А я почти сразу проваливаюсь в горький, беспокойный сон. Наверное, было что-то в том лекарстве — сонное зелье? Надеюсь, что не яд.
Три дня спустя я кое-как прихожу в себя, попутно устроив показательную казнь мятежников и поболтав по душам с юным герцогом Вильямом (не знала бы, что сама его к отсечению головы приговорила, вот точно — лично бы четвертовала; дерзкий мальчишка посмел повысить на меня голос и обозвать шлюхой, между прочим, при гвардейцах). И три дня спустя я узнаю, что Дэниел всё-таки выбрал себе невесту. Сестрёнку Вильяма. Мало того, что девочка благодаря мне почти нищая, так ещё и сестра мятежника. Все вейстерские интриганы предвкушающе потирают руки, ожидая, что Дэни возглавит оппозицию. А я отправляю ему личную просьбу одуматься и вести себя как подобает дяде королевы.

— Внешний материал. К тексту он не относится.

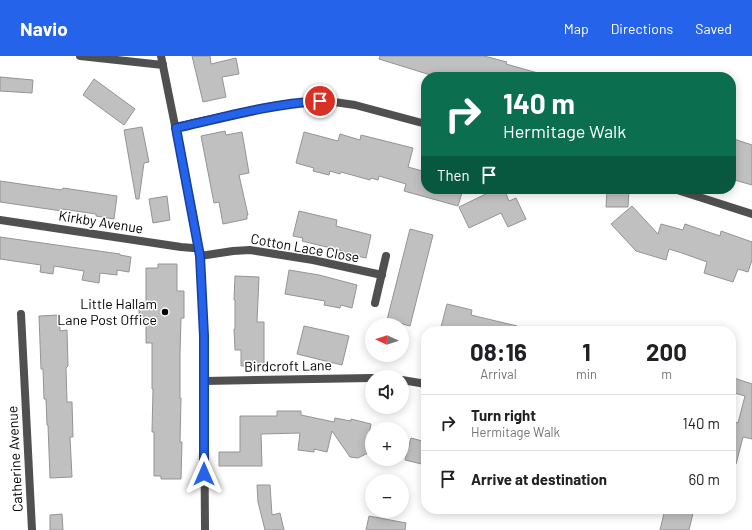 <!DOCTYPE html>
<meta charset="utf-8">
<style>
:root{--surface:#fff;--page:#f6f6f6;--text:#202124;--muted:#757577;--line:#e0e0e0;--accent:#2563eb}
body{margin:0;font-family:Barlow,sans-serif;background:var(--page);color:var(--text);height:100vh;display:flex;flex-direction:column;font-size:15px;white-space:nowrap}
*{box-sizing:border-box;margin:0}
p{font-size:13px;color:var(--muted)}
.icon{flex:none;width:22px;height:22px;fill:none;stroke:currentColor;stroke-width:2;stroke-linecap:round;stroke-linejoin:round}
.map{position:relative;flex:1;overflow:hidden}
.drawer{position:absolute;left:421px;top:270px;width:315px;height:188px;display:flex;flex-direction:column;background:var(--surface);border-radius:16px;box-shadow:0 2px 10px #0003}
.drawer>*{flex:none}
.top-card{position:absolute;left:421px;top:16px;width:315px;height:122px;border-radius:16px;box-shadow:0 2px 10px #0003;background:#0b6e4f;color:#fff;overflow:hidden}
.needle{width:26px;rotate:273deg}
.controls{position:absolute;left:365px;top:262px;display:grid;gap:8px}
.controls a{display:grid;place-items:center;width:44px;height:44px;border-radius:50%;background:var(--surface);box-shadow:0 2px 10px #0003;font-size:20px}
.pin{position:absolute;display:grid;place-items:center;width:34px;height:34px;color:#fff;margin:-17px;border:2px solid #fff;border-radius:50%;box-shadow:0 1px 4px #0007}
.me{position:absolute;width:44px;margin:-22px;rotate:0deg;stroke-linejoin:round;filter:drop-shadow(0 0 3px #0008)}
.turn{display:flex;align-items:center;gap:14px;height:84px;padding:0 16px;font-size:18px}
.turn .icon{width:52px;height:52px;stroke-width:2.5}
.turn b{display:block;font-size:28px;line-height:34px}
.then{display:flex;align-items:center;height:38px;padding:0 16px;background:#0003;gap:8px;font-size:15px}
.eta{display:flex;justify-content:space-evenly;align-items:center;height:68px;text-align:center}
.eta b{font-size:24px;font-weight:700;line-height:28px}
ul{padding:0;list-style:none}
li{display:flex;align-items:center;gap:12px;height:56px;padding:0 16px;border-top:1px solid var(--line)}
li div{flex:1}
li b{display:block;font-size:15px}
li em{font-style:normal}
header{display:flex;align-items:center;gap:24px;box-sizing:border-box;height:56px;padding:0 20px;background:var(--accent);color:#fff}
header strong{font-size:19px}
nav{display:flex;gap:22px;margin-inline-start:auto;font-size:14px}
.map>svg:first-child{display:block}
.building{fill:#c0c0c0;stroke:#949494}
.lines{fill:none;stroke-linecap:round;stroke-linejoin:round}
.minor{stroke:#505050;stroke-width:8}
.tertiary{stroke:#505050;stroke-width:8}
.route-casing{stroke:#184099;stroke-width:10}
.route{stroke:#2563eb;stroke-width:7}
.poi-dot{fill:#000;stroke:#fff;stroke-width:1.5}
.labels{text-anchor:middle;stroke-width:3;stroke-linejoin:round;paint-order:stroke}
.street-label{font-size:14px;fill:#000;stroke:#fff}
.poi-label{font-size:14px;fill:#000;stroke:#fff;text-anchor:end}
</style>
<header>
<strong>Navio</strong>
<nav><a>Map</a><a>Directions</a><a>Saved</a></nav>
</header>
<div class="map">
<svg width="752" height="474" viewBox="0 0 752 474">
<rect width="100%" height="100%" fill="#fff"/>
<!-- building -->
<g class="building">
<path d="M192,0h18l1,8 25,-6 3,16 -17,3 4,20 -23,5z"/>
<path d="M380,0h104l23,6 -1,2 32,9v4h-101l-58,-18z"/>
<path d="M0,21l33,3 -1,13 -32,-2z"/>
<path d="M94,23l41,30 -11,16 -41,-30z"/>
<path d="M142,71l7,35 -5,1 -5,36h-3l-12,-69z"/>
<path d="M225,75l1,4 16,-3 7,41 -10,2 9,40h-1v4l-24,5 -4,-22 -5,1 -13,-67z"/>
<path d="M304,76l34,9 2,-7 20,6 1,-5 52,13 -5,19 18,5v17h37l-5,17 -54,-15 2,-7 -27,-8 -1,4 -7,-2 -1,2 -29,-8 -1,2 -10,-3 -1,4 -16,-4 1,-3 -18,-5z"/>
<path d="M731,82l21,7v40l-21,-6z"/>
<path d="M0,125l62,9 1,-2 54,8 -3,23 -18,-3v-2l-34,-5v2l-62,-9z"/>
<path d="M496,133h8l5,12 7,-3 10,21 -18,8 -7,-14 -32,15 -10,-21z"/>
<path d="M607,133h22l-1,18h-22z"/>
<path d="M167,140l3,24 -17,3 -4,-24z"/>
<path d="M632,150l26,28 3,-10 22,6 2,-6 35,12 1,-5 31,11v18l-4,12 -10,-3 -5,13 -29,-9 3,-11 -25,-9 -13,-4 -3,11 -30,-9 -25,-27z"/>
<path d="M299,155l38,9 -1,6 35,9 -5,23 -23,-5v-2l-41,-10 1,-3 -10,-2z"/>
<path d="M410,173l23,6 -23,91 -23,-6z"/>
<path d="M0,181l120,17v1l11,2 -2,15 -12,-2v5l-17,-2 -1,10 -17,-3 2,-9 -30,-5 -1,8 -13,-2 1,-7 -41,-6z"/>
<path d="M158,208h19v27h7v27h-3l-1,36v44h1l-1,44h2l-1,37h-20v-3h-7v-44h-2l1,-43h-1v-46h-6v-26h-7v-15h7v-34h12z"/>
<path d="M289,214l30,5 38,10 -5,23 -11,-3 -1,3 -16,-3 1,-4 -40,-7z"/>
<path d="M235,220l24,1 -2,45h7v44h-23v-16h-6l-1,-21h1v-29h-1z"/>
<path d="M447,248l25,6 -1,5 46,11v5h-77z"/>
<path d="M59,259l1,16 7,-1 1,36 -2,2 1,34h5l1,35h-3l2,40 -22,1 -2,-53h-1l-1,-26h-2l-1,-30h-2l-2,-53z"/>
<path d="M304,270l45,10 -7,29 -45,-11z"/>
<path d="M731,321l21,7v55l-9,-2 -7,27h-5v-43l7,2 7,-27 -14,-4z"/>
<path d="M277,355h24v4l33,7 1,-4 16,3v-2l20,5 -3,15 4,1v11l-14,7 -8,-1 -18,-26 -5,21 -13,-3v3l-16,-2 2,-17 -39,1 1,32h-43v-14h21v-36h37z"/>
<path d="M411,382l15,4v23l-21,-5z"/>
<path d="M257,429h13l2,30 8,-2 4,17h-19l-7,-28z"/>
<path d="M665,453h29l-5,21h-29z"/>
<path d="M62,458l1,16h-13v-15z"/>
<path d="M369,460l37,7 -1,7h-39z"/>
</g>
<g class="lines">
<!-- minor -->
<g class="minor">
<path d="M80,0l83,9"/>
<path d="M176,71l91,-20 20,-3 33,-3 14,1 21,3 71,19"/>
<path d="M674,133l78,25"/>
<path d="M0,164l181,27 12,1h6"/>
<path d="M200,200l33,-5 17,-1 63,10 69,15"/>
<path d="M375,247l11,-47"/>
<path d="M21,258l11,216"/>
<path d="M402,324l24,4"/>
<path d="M204,325l168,-3"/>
</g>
<!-- tertiary -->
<path class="tertiary" d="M161,0l33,164 6,36 3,66 1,59 1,149"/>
</g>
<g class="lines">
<defs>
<path id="route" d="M204,418v-138l-4,-80 -24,-128c48,-11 95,-24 144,-27"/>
</defs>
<!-- route casing -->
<use href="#route" class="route-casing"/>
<!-- route -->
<use href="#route" class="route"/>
</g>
<!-- markers -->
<circle class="poi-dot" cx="165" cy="256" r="4"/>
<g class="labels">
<!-- street labels -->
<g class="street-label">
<text transform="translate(101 166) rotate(9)" y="5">Kirkby Avenue</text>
<text transform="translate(305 192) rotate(10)" y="5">Cotton Lace Close</text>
<text transform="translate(288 310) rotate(-1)" y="5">Birdcroft Lane</text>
<text transform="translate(15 403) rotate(-93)" y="5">Catherine Avenue</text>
</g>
<!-- poi labels -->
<g class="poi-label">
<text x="157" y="253">Little Hallam<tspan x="157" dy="16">Lane Post Office</tspan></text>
</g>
</g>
</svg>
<div class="controls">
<a><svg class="needle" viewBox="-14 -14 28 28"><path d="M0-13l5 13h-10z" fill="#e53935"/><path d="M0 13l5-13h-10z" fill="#757577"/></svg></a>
<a><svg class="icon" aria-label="sound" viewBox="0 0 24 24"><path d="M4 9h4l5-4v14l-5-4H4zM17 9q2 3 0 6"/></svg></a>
<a>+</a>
<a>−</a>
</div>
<div class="pin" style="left:320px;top:45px;background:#d93025"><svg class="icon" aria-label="arrive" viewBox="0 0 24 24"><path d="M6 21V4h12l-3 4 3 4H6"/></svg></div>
<svg class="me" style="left:204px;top:418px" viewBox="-20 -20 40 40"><path d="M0-17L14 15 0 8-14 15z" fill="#2563eb" stroke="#fff" stroke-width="4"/></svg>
<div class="top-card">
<div class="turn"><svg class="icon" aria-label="right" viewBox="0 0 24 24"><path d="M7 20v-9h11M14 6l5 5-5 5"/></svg><div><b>140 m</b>Hermitage Walk</div></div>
<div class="then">Then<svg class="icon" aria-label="arrive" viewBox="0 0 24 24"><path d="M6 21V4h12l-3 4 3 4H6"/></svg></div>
</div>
<section class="drawer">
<div class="eta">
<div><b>08:16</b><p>Arrival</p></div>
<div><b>1</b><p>min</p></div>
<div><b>200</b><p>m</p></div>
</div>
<ul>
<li><svg class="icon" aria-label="right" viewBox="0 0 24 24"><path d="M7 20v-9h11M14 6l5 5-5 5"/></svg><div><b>Turn right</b><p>Hermitage Walk</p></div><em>140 m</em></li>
<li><svg class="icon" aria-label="arrive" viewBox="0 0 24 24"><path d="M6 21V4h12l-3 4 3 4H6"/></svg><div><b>Arrive at destination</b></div><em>60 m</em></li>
</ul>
</section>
</div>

Плевать Дэниел хотел на все мои просьбы. Опекун невесты, граф Селти устраивает им пышную свадьбу, на которую собирается полстолицы и на которую меня очень красноречиво не приглашают.
Впрочем, когда это меня останавливало?
Я являюсь в главный столичный храм вместе с отрядом гвардейцев. Священник в середине обряда теряет голос, граф Селти громко интересуется в наступившей тишине: «Ваше Величество, как вы смеете?». Я хватаю за руки белую, как её платье, невесту, толкаю к опекуну и рычу: «Даже думать про этот брак забудь, замуж за первого встречного пойдёшь!»
— Дорогая, — смеётся Дэниел у меня за спиной. — Первым встречным обязательно буду я, не волнуйся.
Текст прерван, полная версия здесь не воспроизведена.